[DATA EXTRACT]
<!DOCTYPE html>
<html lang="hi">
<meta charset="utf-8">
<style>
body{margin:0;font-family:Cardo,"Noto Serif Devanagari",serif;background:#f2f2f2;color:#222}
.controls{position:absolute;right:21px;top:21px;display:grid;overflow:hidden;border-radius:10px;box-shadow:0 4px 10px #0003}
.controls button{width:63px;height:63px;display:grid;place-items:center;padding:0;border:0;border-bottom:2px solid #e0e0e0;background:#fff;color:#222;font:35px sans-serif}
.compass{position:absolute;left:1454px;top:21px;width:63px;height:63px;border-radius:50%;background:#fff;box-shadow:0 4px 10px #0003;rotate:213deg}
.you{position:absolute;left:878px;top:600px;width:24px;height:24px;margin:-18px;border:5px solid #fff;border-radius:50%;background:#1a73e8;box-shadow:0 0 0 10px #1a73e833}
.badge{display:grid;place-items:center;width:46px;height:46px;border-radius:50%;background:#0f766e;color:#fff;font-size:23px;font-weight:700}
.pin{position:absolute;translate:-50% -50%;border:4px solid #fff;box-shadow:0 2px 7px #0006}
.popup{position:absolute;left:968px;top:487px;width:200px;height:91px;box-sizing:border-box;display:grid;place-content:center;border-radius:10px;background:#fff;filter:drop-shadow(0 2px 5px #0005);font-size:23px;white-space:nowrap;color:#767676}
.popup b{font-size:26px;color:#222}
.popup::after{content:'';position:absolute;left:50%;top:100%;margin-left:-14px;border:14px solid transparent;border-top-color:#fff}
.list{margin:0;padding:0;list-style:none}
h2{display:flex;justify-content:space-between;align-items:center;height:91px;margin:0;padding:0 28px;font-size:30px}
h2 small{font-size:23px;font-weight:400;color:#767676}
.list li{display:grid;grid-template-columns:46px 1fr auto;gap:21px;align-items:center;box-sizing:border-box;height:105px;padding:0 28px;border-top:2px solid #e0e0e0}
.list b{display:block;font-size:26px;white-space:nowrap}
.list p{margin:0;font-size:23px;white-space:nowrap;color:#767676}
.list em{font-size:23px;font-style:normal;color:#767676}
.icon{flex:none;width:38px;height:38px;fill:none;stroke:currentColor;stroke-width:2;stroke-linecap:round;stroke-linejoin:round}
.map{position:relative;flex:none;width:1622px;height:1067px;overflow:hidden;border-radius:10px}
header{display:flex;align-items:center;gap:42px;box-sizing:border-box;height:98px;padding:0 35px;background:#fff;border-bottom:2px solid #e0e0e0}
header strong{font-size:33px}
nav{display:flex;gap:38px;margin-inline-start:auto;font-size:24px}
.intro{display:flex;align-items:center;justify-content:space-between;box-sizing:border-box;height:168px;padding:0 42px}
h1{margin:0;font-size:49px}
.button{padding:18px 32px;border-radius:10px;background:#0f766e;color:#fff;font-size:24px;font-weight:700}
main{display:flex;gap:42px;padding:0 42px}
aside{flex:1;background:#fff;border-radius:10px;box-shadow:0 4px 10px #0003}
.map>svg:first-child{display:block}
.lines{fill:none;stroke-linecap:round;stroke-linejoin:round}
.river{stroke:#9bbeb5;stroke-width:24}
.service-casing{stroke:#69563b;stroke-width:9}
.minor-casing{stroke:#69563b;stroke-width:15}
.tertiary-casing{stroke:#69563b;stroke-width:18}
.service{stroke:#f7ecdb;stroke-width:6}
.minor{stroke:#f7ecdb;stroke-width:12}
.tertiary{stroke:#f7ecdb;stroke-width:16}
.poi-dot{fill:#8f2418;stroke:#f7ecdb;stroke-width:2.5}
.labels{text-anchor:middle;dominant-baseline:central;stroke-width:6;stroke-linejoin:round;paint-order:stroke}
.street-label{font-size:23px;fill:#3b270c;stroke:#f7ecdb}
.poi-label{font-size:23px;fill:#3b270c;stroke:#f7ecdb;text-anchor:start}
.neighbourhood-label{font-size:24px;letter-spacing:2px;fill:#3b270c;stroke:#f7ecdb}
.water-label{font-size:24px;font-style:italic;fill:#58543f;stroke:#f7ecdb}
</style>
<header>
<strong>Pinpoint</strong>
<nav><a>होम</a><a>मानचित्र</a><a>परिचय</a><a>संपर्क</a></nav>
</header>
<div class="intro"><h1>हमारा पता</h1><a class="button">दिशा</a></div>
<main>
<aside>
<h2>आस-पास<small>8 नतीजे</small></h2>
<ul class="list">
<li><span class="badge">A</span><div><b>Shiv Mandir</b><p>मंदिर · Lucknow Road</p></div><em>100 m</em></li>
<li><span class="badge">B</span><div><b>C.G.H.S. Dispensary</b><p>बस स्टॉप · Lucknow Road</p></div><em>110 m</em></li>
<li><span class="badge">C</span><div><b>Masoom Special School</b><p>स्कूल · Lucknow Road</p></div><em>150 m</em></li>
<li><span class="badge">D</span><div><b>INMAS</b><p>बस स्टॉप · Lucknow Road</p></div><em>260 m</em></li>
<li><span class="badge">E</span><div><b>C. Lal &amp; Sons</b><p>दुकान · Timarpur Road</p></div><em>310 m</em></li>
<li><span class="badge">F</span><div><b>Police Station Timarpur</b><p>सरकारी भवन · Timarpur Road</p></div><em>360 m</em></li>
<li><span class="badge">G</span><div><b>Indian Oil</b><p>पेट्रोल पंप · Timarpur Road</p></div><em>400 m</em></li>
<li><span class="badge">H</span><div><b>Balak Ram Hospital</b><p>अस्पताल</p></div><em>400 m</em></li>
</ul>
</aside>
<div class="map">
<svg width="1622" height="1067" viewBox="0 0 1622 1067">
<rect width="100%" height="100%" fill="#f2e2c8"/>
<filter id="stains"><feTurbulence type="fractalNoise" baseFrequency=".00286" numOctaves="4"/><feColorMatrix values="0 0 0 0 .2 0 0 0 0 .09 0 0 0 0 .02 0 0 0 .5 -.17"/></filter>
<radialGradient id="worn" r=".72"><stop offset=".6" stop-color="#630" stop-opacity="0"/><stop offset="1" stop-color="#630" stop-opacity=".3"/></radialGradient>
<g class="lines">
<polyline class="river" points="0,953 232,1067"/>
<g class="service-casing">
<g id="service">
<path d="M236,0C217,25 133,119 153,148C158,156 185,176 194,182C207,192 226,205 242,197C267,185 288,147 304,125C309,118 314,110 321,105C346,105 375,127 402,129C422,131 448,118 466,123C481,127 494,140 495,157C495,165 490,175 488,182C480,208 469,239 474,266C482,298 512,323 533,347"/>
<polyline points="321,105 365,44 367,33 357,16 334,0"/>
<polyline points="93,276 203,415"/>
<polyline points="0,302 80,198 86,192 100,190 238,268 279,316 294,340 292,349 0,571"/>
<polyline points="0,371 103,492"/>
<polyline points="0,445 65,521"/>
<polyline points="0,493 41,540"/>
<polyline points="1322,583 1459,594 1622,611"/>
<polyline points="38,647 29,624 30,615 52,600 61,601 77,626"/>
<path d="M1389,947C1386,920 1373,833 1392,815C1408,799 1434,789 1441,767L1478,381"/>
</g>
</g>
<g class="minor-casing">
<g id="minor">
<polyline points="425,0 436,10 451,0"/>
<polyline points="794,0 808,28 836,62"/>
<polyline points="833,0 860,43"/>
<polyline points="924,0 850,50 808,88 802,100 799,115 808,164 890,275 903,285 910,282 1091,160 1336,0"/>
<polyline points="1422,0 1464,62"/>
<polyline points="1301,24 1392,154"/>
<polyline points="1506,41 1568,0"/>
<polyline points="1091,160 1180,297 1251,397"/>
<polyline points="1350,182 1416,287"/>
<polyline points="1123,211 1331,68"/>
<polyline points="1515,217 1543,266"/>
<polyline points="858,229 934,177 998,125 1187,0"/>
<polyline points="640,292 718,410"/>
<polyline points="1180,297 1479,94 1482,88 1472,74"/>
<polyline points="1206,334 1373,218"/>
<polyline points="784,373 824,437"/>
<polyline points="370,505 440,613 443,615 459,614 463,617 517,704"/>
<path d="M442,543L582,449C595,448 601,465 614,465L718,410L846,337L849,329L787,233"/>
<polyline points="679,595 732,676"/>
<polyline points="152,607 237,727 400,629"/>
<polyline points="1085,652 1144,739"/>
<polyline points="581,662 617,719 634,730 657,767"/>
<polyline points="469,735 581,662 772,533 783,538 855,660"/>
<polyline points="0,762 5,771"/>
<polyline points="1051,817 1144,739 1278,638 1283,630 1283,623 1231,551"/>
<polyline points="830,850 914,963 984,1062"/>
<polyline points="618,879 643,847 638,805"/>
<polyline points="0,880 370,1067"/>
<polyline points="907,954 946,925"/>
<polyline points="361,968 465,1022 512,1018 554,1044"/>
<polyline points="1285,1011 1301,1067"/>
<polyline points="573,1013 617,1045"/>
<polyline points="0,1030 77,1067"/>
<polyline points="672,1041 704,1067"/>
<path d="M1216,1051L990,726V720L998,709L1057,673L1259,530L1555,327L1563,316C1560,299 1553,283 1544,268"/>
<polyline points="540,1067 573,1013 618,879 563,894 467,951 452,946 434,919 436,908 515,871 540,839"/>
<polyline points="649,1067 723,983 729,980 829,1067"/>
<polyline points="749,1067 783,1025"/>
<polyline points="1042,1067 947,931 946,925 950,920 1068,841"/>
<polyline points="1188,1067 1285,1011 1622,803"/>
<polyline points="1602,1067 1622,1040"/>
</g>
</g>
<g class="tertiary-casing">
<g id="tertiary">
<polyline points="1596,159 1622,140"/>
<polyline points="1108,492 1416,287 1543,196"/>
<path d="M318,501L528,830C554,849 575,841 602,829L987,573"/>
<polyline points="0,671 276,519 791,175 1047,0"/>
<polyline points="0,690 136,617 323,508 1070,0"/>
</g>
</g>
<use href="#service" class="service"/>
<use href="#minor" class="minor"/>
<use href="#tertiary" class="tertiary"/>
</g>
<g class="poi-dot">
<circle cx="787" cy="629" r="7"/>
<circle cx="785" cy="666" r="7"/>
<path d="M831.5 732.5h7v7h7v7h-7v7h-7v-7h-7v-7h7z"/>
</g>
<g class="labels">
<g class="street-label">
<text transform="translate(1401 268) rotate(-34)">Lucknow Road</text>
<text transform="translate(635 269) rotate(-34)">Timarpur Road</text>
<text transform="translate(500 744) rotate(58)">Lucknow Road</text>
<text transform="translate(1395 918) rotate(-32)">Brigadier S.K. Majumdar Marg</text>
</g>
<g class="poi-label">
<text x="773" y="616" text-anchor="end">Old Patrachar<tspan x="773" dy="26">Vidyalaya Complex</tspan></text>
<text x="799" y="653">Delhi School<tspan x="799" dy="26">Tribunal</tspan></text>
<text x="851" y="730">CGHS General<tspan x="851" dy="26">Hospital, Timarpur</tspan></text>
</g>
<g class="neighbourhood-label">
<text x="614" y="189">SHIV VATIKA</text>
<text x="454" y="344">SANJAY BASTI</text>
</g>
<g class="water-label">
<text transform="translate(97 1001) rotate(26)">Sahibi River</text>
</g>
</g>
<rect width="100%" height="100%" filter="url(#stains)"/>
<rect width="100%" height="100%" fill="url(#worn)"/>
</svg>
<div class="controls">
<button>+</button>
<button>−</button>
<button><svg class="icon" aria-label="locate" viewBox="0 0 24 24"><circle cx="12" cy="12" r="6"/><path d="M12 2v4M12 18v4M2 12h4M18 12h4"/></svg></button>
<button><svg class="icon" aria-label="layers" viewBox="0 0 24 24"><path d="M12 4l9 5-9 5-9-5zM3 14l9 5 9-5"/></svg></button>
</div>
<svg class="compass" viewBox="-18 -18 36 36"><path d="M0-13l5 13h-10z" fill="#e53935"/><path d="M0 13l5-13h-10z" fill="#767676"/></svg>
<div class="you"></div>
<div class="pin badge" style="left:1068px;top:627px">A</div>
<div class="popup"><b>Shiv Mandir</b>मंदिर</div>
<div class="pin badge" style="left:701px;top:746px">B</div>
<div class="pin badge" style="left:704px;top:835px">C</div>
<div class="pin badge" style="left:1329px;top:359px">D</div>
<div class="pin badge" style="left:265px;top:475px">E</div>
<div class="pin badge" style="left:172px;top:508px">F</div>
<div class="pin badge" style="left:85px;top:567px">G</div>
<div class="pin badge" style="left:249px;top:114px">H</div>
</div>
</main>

[ACTION ITEM]
In the entries above, how many lines hold "solid"? Answer with the number alone.

[SOLUTION TO THE PROBLEM]
6